I adopted Wellington as my hometown, but you were born here. You’ll always have the wind at your back, in your face, tickling the hair on your neck. You’ll find stillness unnatural. You’ll loathe places that are flat, and think nothing of barrelling down Devon Street at 60kph. You’ll probably have a fluffy before you eat solids, and you’ll never have someone jeer at you because you don’t know the difference between a flat white and a latte.

Your mum and me, we’re from the Waikato. The Waikato has wide streets and driveways and garages and plenty of space. A double bedroom means you can get two of everything into it, and you never have to park your car on the street. Summer is hot and autumn has falling leaves and winter means frosts that layer the grass in ice like a snowfall. On cold days when breath comes puffing out of your mouth, you can see spider webs coated in ice, like jewels hanging from hedgerows and shrubs.

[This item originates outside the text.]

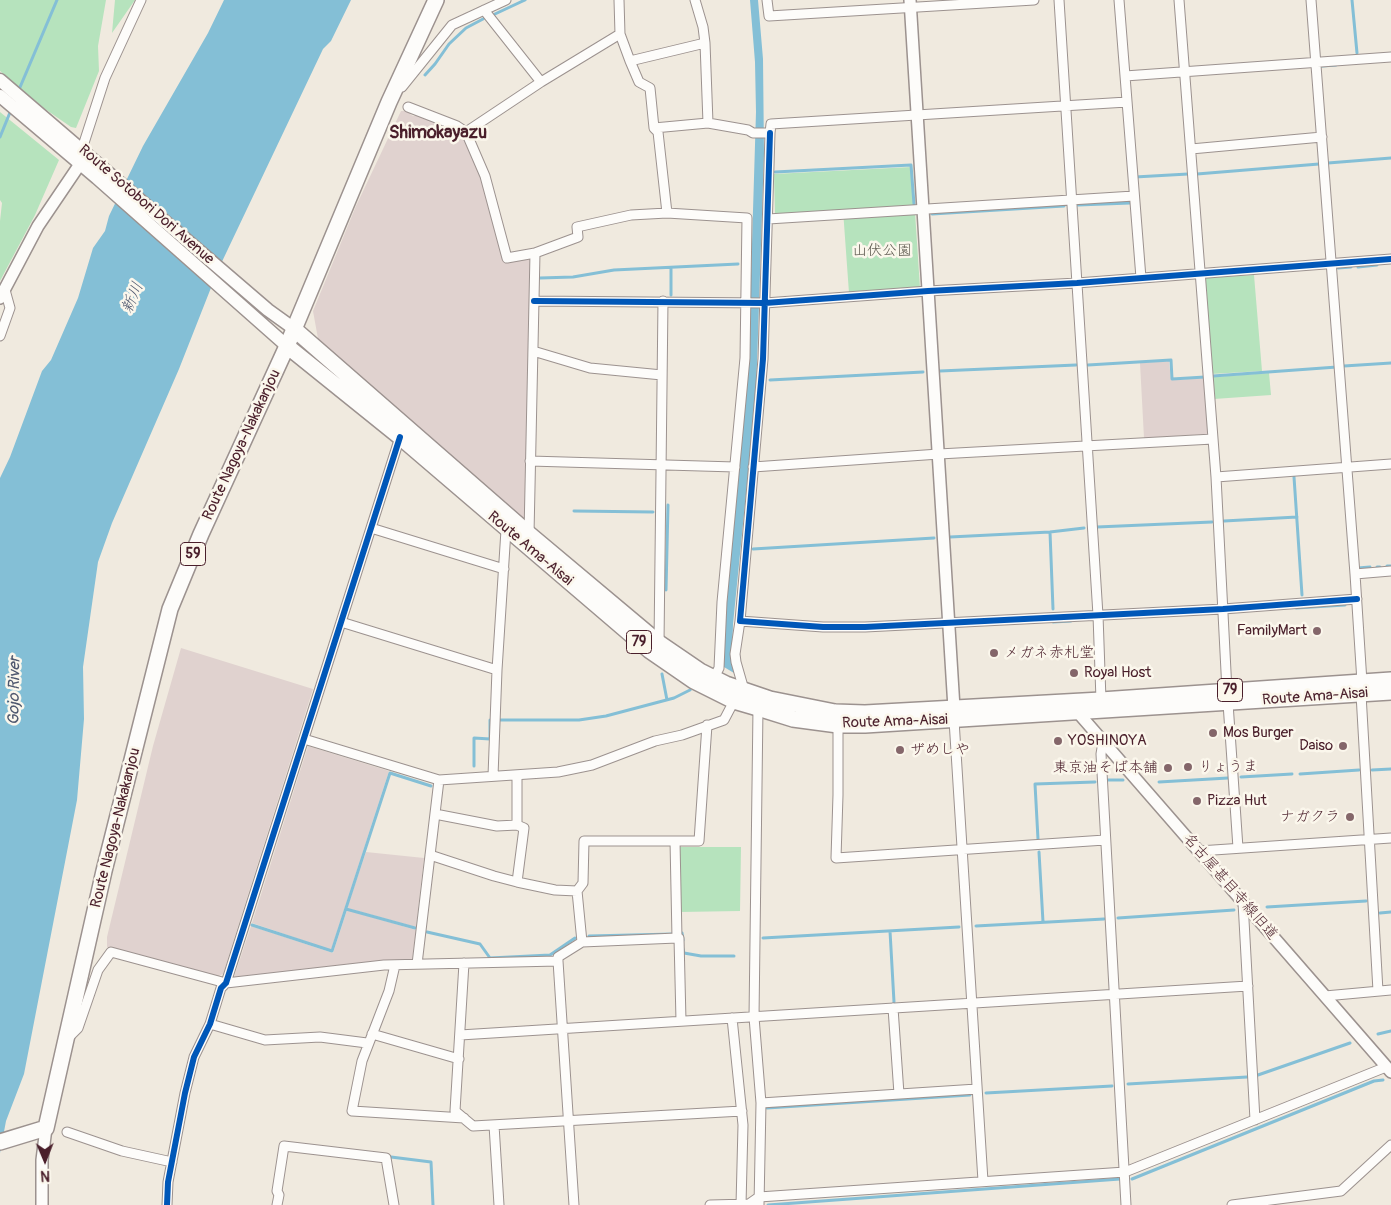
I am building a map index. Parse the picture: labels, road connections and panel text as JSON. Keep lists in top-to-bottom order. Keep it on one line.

In Wellington, the only ice is on the tip of your nose as you walk to school in a southerly or on the mountains in the South Island that you can see on a clear day. I went back to live in the Waikato for a year, and though I loved the grapefruit that came with summer and the bath-like water at Raglan, I missed Wellington. I missed the verticalness, the layers. The way we can’t park our cars near our houses.

So I packed up the cat, and headed back. One day, you’ll come hooning down Ngauranga Gorge, and it’ll spit you out and into a curve and there’s Wellington, the little city nestled into the hills. You’ll know how I felt driving into the city that day, the sense of relief that I was home. There was the wind turbine chopping away at the sky and the ferry snailing across the harbour and little lights on the houses lit up with that warm coming home feeling.

Every morning when I walk to work, down the hill a bit, under the pylon, down the steps past the house where plants grow out of an old bathtub, across the road and into Aro Street - every morning when I walk down there, I think about what a neat place this is. If the sun is shining, all the colours on the houses look like a circus, and the puddles on Aro Street glisten. If the cat follows me down the hill skit-skittering along the footpath, I’ll get one of the neighbours I pass to distract him and run down the hill away from him, laughing. As the trolley bus rattles past me, I’ll see the same faces I see every morning, people bobbing their heads to the music in their ears, absorbed by the newspaper, and little bubbles of happiness rise up in me like a glass of champagne.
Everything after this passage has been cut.